Investors punished Affymetrix for missing the estimates, sending its shares down 11.4 percent to close at $27.88 on Thursday, the first day of trading after the results were released. Affy’s stock has continued its decline since then, closing at $25.90 on Tuesday this week.
Banking on New Genotyping Chip
“From the beginning of 2006 to now, the business has gone from having a lot of trouble in early 2006 to now more of a question of how exactly we execute these single-chip products out into the growing market this year.”
Affymetrix officials said the firm expects to post 2007 revenue of between $365 million and $385 million, compared with revenue of $355.3 million in 2006. The firm expects sales in the back half of the year to be driven by its genotyping chips, including the impending 1 million SNP chip, dubbed the SNP 6.0 Array.
Asked by an analyst during the call how the firm expects to meet its full-year 2007 revenue guidance after a shaky start, King responded, “We built our plan based upon a series of sequential quarterly growth numbers, after having come off a fairly tough 2006.”
King also noted that last year’s first quarter included roughly $10 million in revenue from a backlog of products from the last quarter of 2005 — a phenomenon that did not repeat in this year’s first quarter.
The firm is betting that its 500K array, called the SNP 5.0 Array, and the upcoming SNP 6.0 Array will help it take market share from Illumina. However, like Affy, Illumina is planning to launch its Human 1M BeadChip this quarter as well.
“We continue to believe that the genotyping market is an elastic market,” said Fodor. “It is driven by how many samples we can run.”
He said that Affymetrix’s next-generation products, which are produced in a single format, give the firm “the flexibility to get these out in the marketplace at the right price points to sort of hit the sweet spot of the volume curve versus revenue.
“When you look at this from that perspective, from the beginning of 2006 to now, the business has gone from having a lot of trouble in early 2006 to now more of a question of how exactly we execute these single-chip products out into the growing market this year,” said Fodor.

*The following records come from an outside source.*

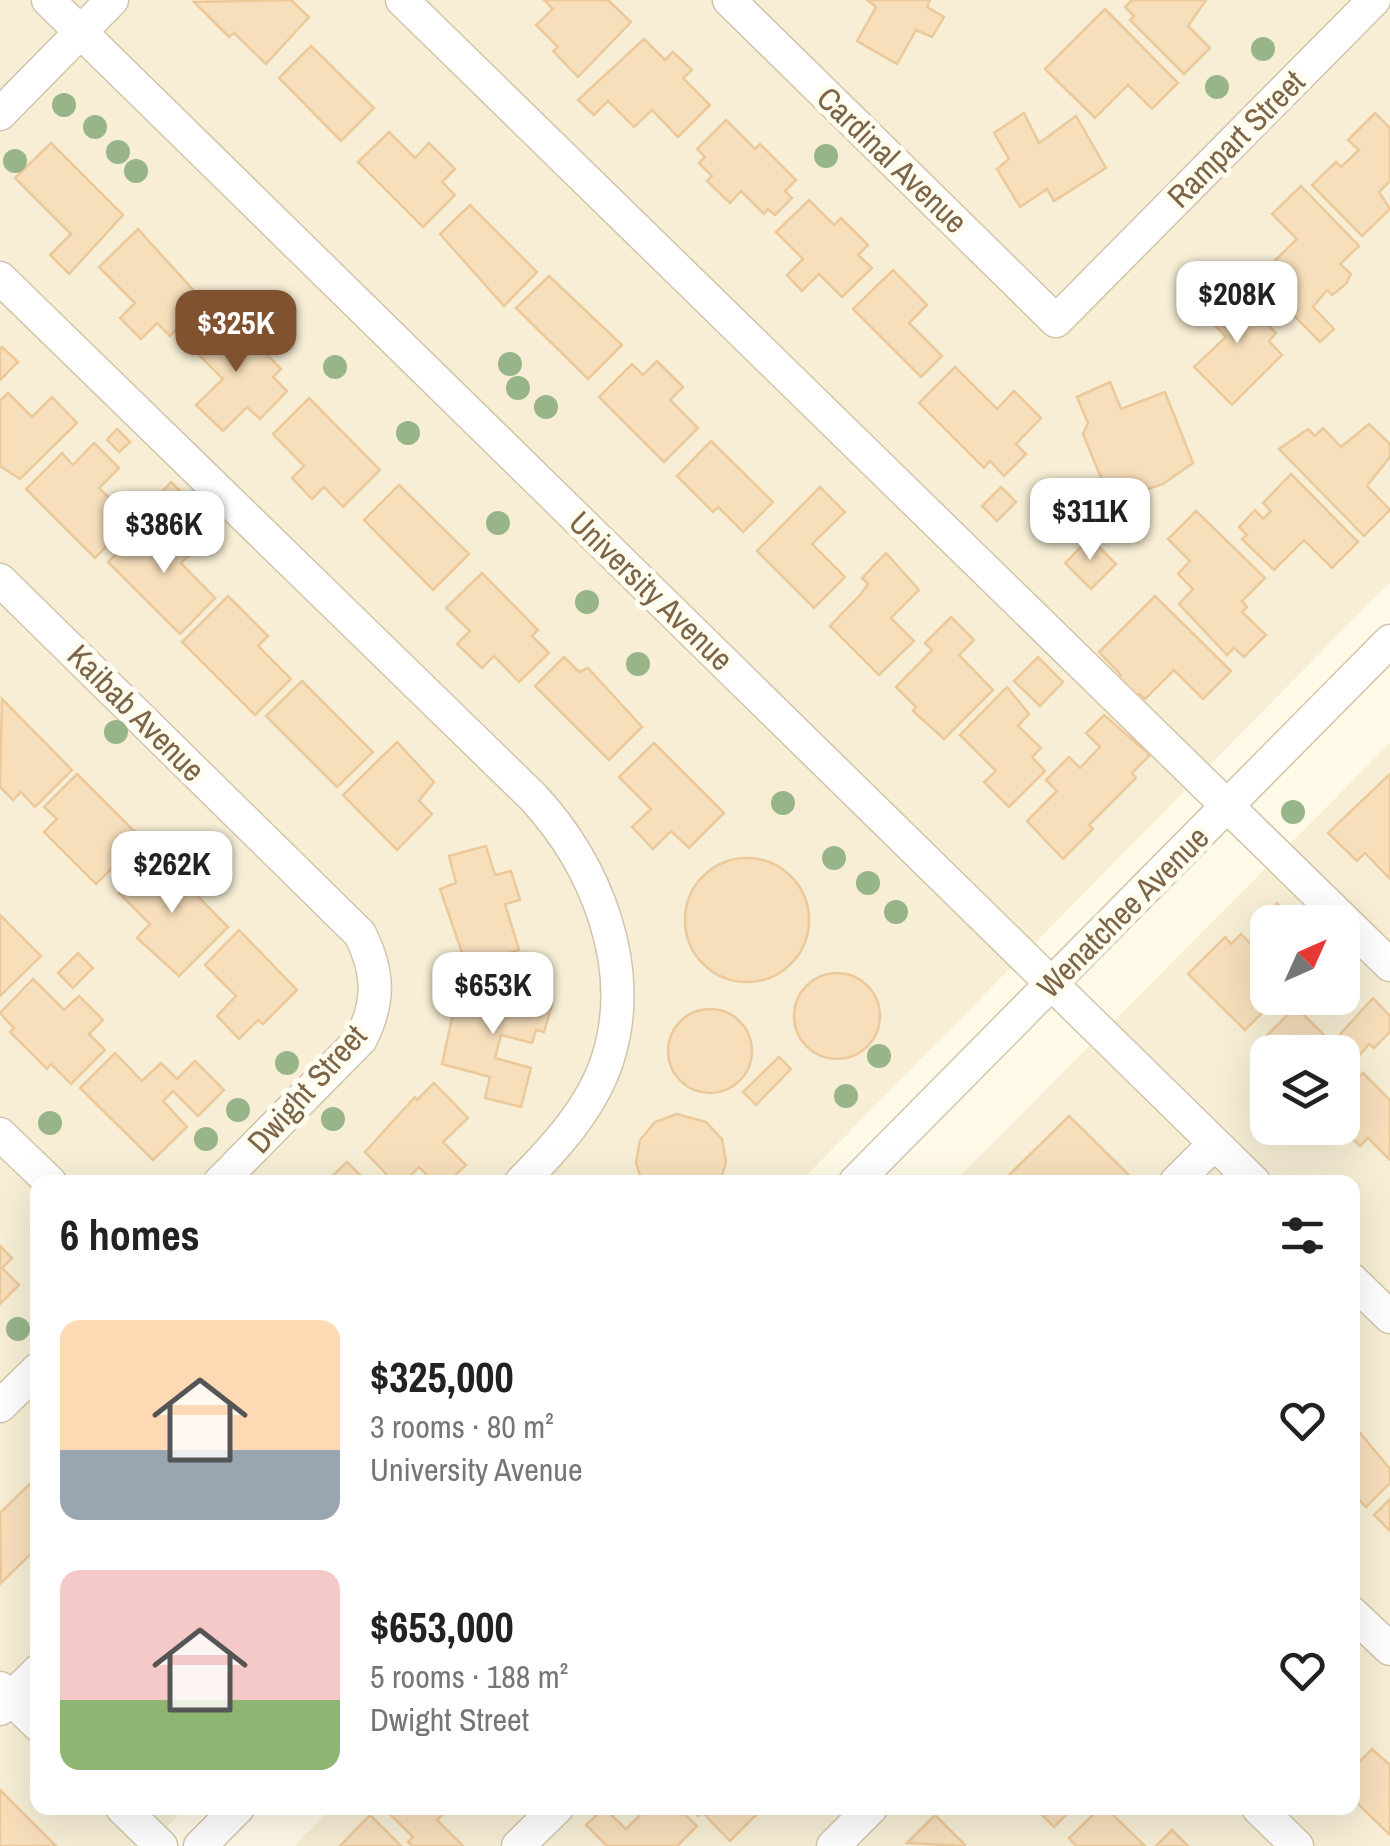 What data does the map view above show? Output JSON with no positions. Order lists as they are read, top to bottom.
{
  "streets": {
    "street": [
      "Rampart Street",
      "Cardinal Avenue",
      "University Avenue",
      "Kaibab Avenue",
      "Wenatchee Avenue",
      "Dwight Street"
    ]
  },
  "crossings": [
    ["Rampart Street", "Cardinal Avenue"],
    ["University Avenue", "Wenatchee Avenue"],
    ["Kaibab Avenue", "Dwight Street"]
  ],
  "north": "top right",
  "page": {
    "price": [
      "$208K",
      "$325K",
      "$311K",
      "$386K",
      "$262K",
      "$653K"
    ],
    "heading": "6 homes",
    "list": [
      {
        "name": "$325,000",
        "note": "3 rooms · 80 m² · University Avenue"
      },
      {
        "name": "$653,000",
        "note": "5 rooms · 188 m² · Dwight Street"
      }
    ]
  }
}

Last July, Affymetrix cut in half the price of its 500K array set. The new $250 price tag boosted sales in the second half of 2006, and according to Affymetrix officials helped the firm regain some market share
King said in the second half of last year Affymetrix saw a “pretty dramatic shift in our share [in the genotyping market] in our favor. I think at the end of the year we saw the market on the whole genome side be split roughly 50-50 between ourselves and our key competitor, and I think that trend has held here in the first quarter of the year.
“Going forward, we’re looking for additional market expansion from the 6.0 market,” said King. “I think this is a real game changer for the industry.”

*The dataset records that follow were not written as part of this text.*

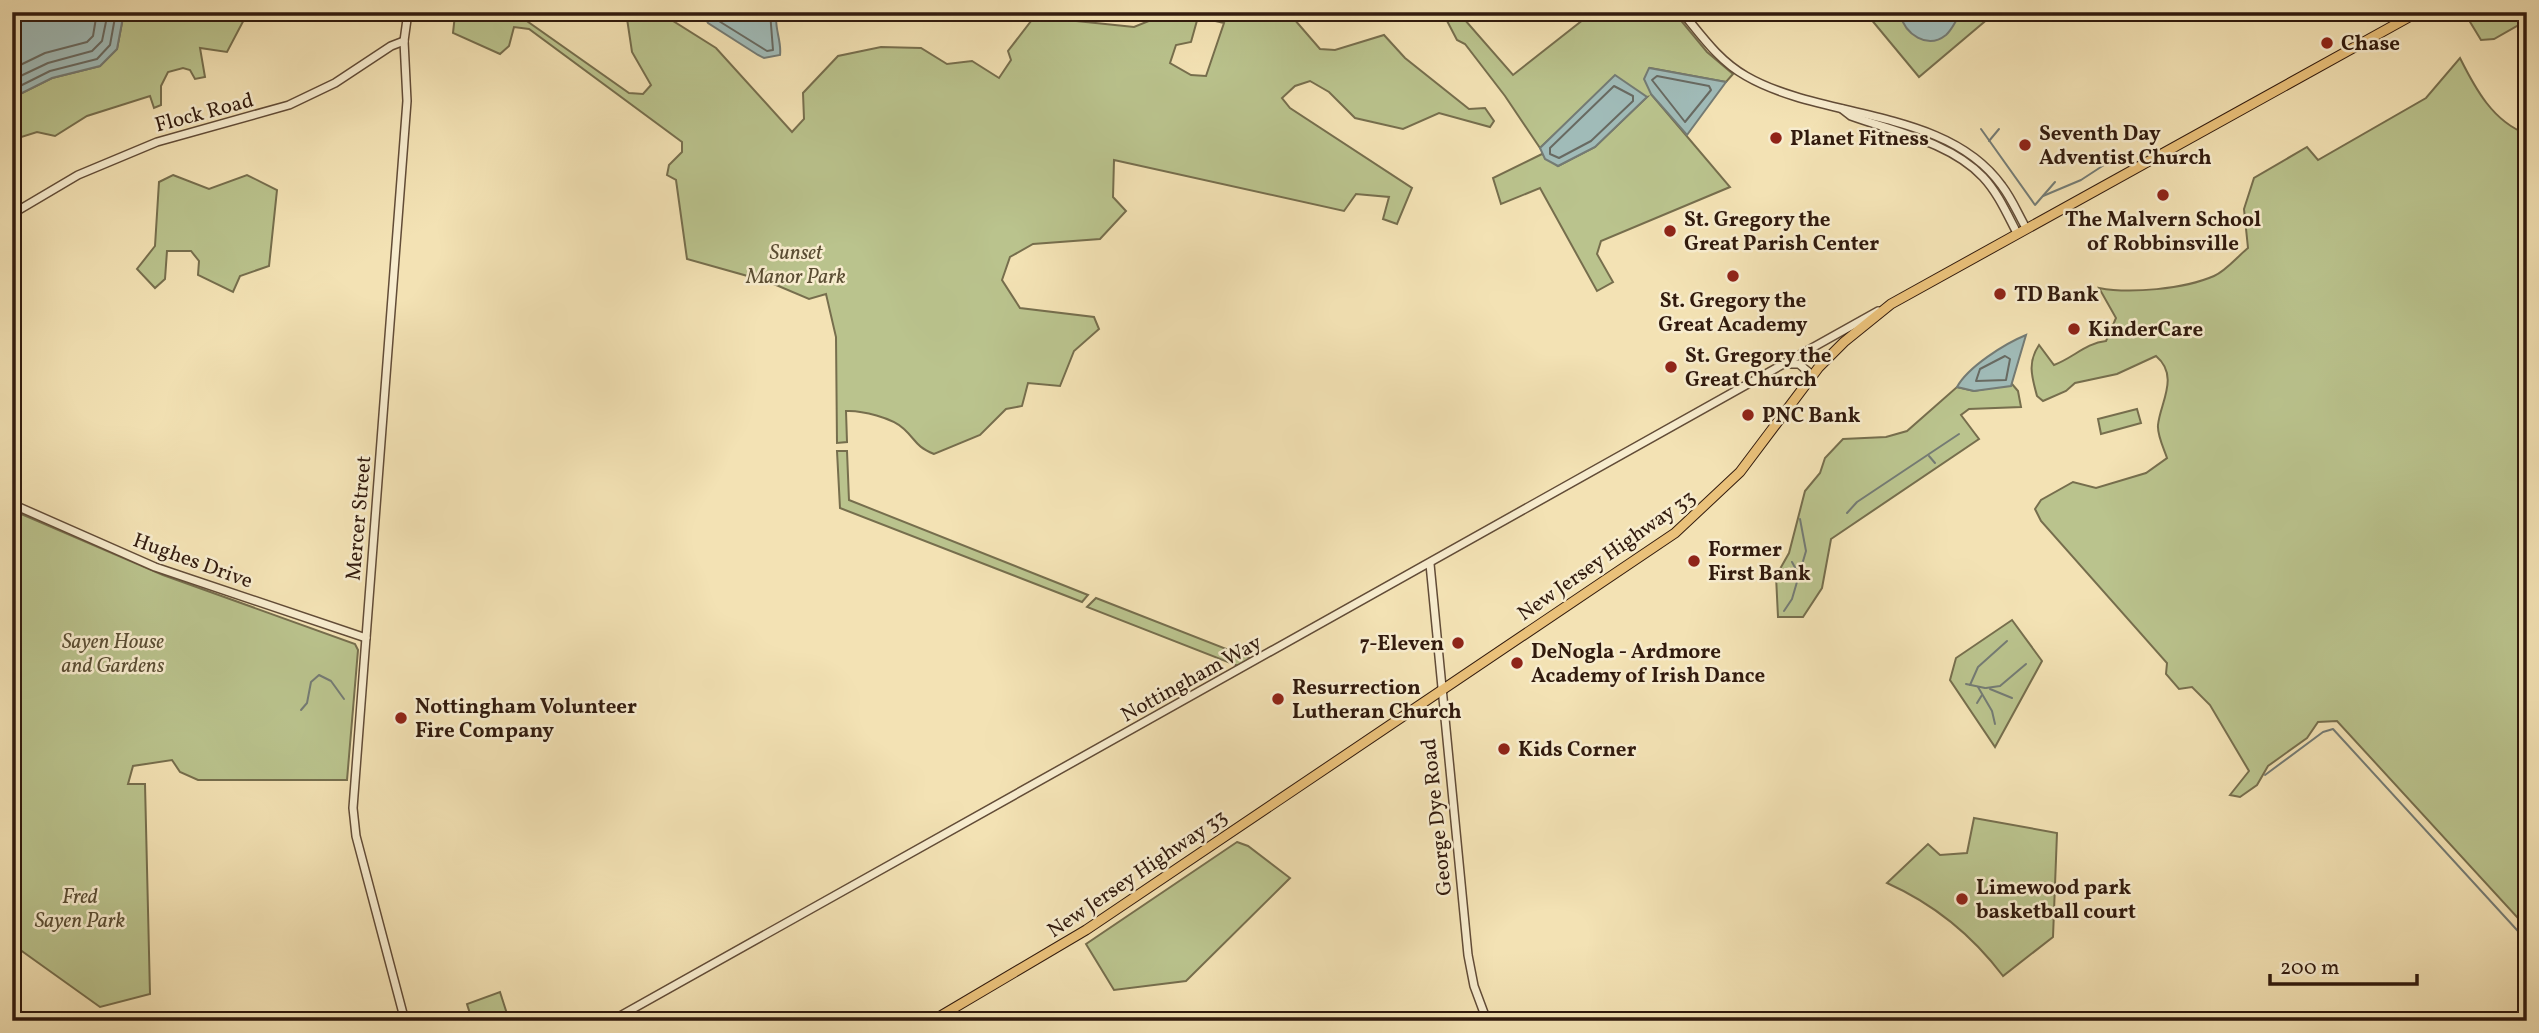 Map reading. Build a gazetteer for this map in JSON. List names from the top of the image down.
{
  "streets": {
    "main road": ["New Jersey Highway 33"],
    "street": [
      "Flock Road",
      "Mercer Street",
      "Hughes Drive",
      "Nottingham Way",
      "George Dye Road"
    ]
  },
  "crossings": [
    ["Flock Road", "Mercer Street"],
    ["Mercer Street", "Hughes Drive"],
    ["New Jersey Highway 33", "Nottingham Way"],
    ["New Jersey Highway 33", "George Dye Road"],
    ["Nottingham Way", "George Dye Road"]
  ],
  "parks": ["Sunset Manor Park", "Sayen House and Gardens", "Fred Sayen Park"],
  "places": [
    "Chase",
    "Planet Fitness",
    "Seventh Day Adventist Church",
    "The Malvern School of Robbinsville",
    "St. Gregory the Great Parish Center",
    "St. Gregory the Great Academy",
    "TD Bank",
    "KinderCare",
    "St. Gregory the Great Church",
    "PNC Bank",
    "Former First Bank",
    "7-Eleven",
    "DeNogla - Ardmore Academy of Irish Dance",
    "Resurrection Lutheran Church",
    "Nottingham Volunteer Fire Company",
    "Kids Corner",
    "Limewood park basketball court"
  ],
  "scale_bar": "200 m"
}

The SNP 6.0 array is currently in beta testing, “but is near the end of this,” said King. The firm expects to release the chip during the second quarter.
King said that with the new genotyping chips, its Exon Array, and its Human Genome U133 Plus 2.0 Array, Affymetrix believes it has “the ability to address a wide array of customers.”

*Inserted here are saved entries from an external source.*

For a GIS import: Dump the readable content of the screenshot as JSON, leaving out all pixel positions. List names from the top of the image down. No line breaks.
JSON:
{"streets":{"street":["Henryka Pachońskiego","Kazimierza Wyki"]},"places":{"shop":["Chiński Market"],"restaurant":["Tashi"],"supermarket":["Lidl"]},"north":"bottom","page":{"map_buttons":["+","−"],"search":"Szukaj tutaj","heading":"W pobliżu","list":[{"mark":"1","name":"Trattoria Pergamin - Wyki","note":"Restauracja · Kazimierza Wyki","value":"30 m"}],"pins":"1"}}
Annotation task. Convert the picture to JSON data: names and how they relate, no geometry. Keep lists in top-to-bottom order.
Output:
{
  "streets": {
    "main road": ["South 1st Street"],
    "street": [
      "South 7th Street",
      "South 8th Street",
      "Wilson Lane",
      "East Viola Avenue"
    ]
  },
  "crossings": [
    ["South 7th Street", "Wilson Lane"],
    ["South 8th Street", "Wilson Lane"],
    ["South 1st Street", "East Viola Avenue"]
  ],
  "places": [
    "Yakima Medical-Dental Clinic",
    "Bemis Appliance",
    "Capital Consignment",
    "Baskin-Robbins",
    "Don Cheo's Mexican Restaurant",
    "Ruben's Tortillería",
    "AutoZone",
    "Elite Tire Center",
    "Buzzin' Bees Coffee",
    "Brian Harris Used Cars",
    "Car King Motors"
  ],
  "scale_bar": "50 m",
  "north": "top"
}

He also said that as the firm begins to look at moving from discovery to development on the pharma side, “we think there are opportunities for us to grow there as well. We don’t quite have all the products we need on the development side yet … but we’re making progress,” said King.
Affy said it had around $96.3 million in cash and equivalents and $146.9 million in short-term investments as of March 31.